Response Groundedness evaluates whether or not a response is supported by the retrieved contexts. That’s, whether or not every declare might be discovered (absolutely or partially) within the offered knowledge. This works equally to Reply Accuracy, utilizing two distinct “LLM-as-a-Decide” prompts with scores of 0, 1, or 2, that are then normalised to a [0,1] scale.

  • 0 → Not grounded in any respect,
  • 1 → Partially grounded,
  • 2 → Totally grounded.

Trajectory Analysis tracks the intermediate steps and power calls executed by the LLM, serving to to observe the reasoning course of. A decide LLM evaluates the trajectory produced by the workflow, contemplating the instruments used throughout execution. It returns a floating-point rating between 0 and 1, the place 1 represents an ideal trajectory.

Let’s run evaluations to see the way it works in follow.

nat eval --config_file src/happiness_v3/configs/config.yml

On account of working the evaluations, we get a number of information within the output listing we specified earlier. One of the vital helpful ones is workflow_output.json. This file accommodates execution outcomes for every pattern in our analysis set, together with the unique query, the reply generated by the LLM, the anticipated reply, and an in depth breakdown of all intermediate steps. This file may help you hint how the system labored in every case.
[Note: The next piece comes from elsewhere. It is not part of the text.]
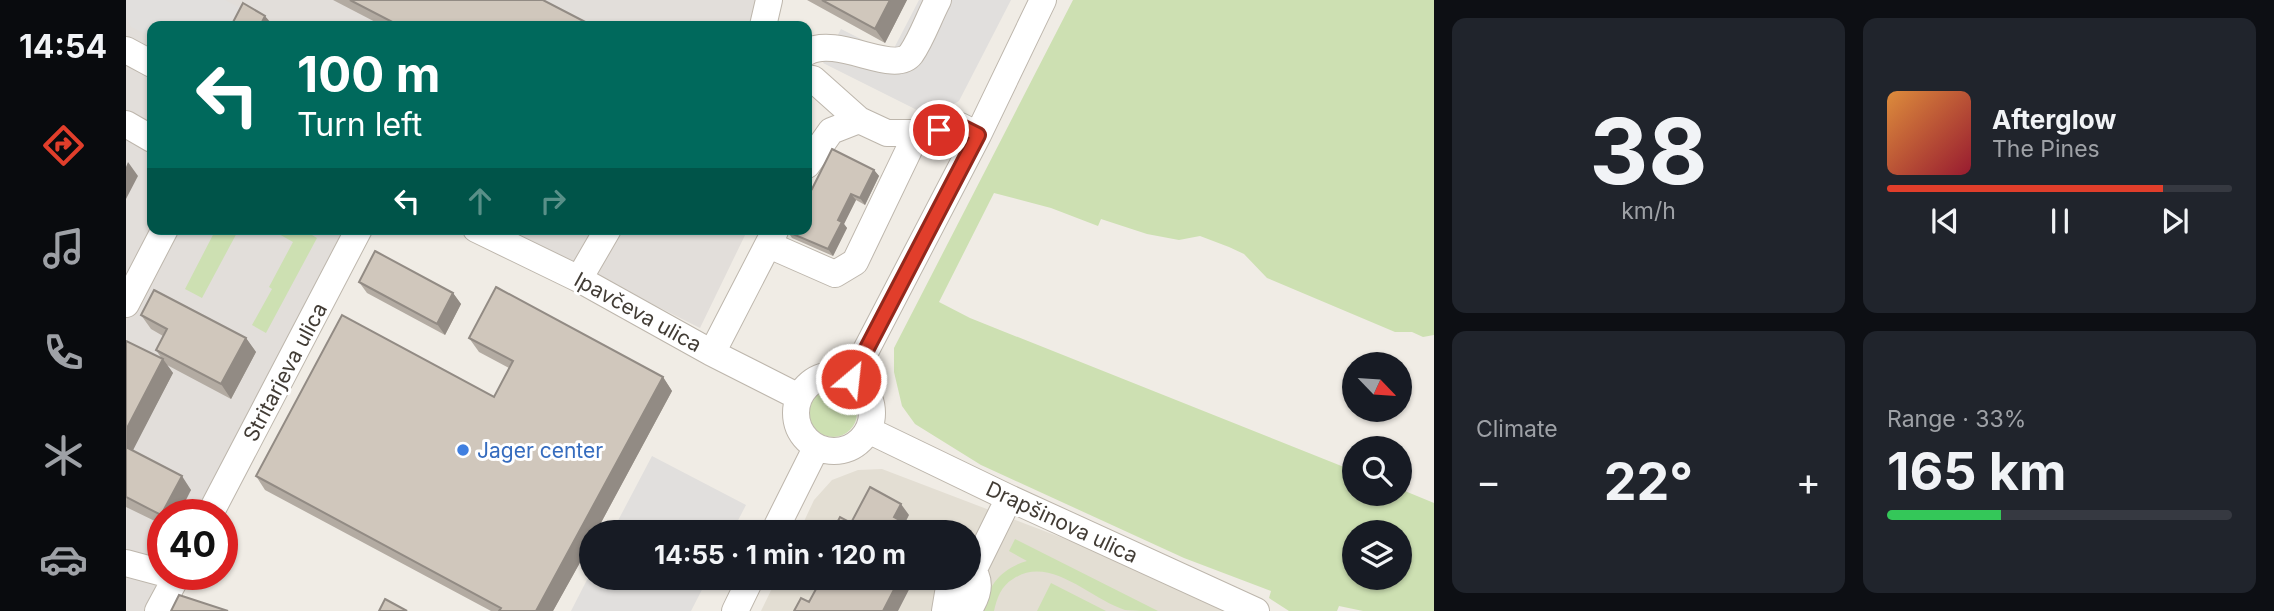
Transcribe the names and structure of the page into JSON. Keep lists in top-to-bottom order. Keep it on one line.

Right here’s a shortened instance for the primary pattern.

{
  "id": 1,
  "query": "In what nation was the happiness rating highest in 2021?",
  "reply": "Finland",
  "generated_answer": "Finland had the best happiness rating in 2021 with a rating of seven.821.",
  "intermediate_steps": [...],
  "expected_intermediate_steps": []
}

For Reply Accuracy and Response Groundedness, we achieved the best attainable scores (1.0 out of 1.0 on common), which is all the time good to see. Right here is the returned file.

{
  "average_score": 1.0,
  "eval_output_items": [
    {
      "id": 1,
      "score": 1.0,
      "reasoning": {
        "user_input": "In what country was the happiness score highest in 2021?",
        "reference": "Finland",
        "response": "Finland had the highest happiness score in 2021 with a score of 7.821.",
        "retrieved_contexts": [...]
      }
    },
    {
      "id": 2,
      "rating": 1.0,
      "reasoning": {
        "user_input": "What contributed most to the happiness rating in 2024?",
        "reference": "Social Assist",
        "response": "In 2024, **Social Assist** contributed most to the happiness rating, with a mean influence of 1.333 factors. This was adopted very intently by **GDP per capita** with an influence of 1.319 factors. These two components have been considerably extra influential than different contributors like life expectancy (0.551), freedom (0.749), generosity (0.113), and perceptions of corruption (0.147). This means that having robust social connections and relationships, together with financial prosperity, have been the first drivers of happiness throughout nations in 2024.",
        "retrieved_contexts": [...]
      }
    },
    {
      "id": 3,
      "rating": 1.0,
      "reasoning": {
        "user_input": "How UK's rank modified from 2019 to 2024?",
        "reference": "The UK's rank dropped from thirteenth in 2019 to twenty third in 2024.",
        "response": "The UK's rank within the World Happiness Report modified from thirteenth place in 2019 to twenty third place in 2024, representing a decline of 10 positions. The happiness rating additionally decreased from 7.1645 in 2019 to six.7280 in 2024.",
        "retrieved_contexts": [...]
      }
    },
    {
      "id": 4,
      "rating": 1.0,
      "reasoning": {
        "user_input": "Are folks in France happier than in Germany based mostly on the newest report?",
        "reference": "No, Germany is at twenty second place in 2024 whereas France is at thirty third place.",
        "response": "Based mostly on the newest 2024 World Happiness Report, folks in Germany are happier than folks in France. Germany has a happiness rating of 6.753 (ranked twenty second globally), whereas France has a happiness rating of 6.593 (ranked thirty third globally). The distinction is 0.16 factors in Germany's favor.",
        "retrieved_contexts": [...]
      }
    },
    {
      "id": 5,
      "rating": 1.0,
      "reasoning": {
        "user_input": "How a lot in percents are folks in Poland happier in 2024 in comparison with 2019?",
        "reference": "Happiness in Poland elevated by 7.9% from 2019 to 2024. It was 6.1863 in 2019 and 6.6730 in 2024.",
        "response": "Individuals in Poland are roughly 7.87% happier in 2024 in comparison with 2019. The happiness rating elevated from 6.1863 in 2019 to six.6730 in 2024, representing a rise of 0.4867 factors or about 7.87%.",
        "retrieved_contexts": [...]
      }
    }
  ]
}

For trajectory analysis, we achieved a mean rating of 0.95. To know the place the mannequin fell quick, let’s have a look at one non-ideal instance. For the fifth query, the decide accurately recognized that the agent adopted a suboptimal path: it took 8 steps to succeed in the ultimate reply, although the identical consequence might have been achieved in 4–5 steps. In consequence, this trajectory acquired a rating of 0.75 out of 1.0.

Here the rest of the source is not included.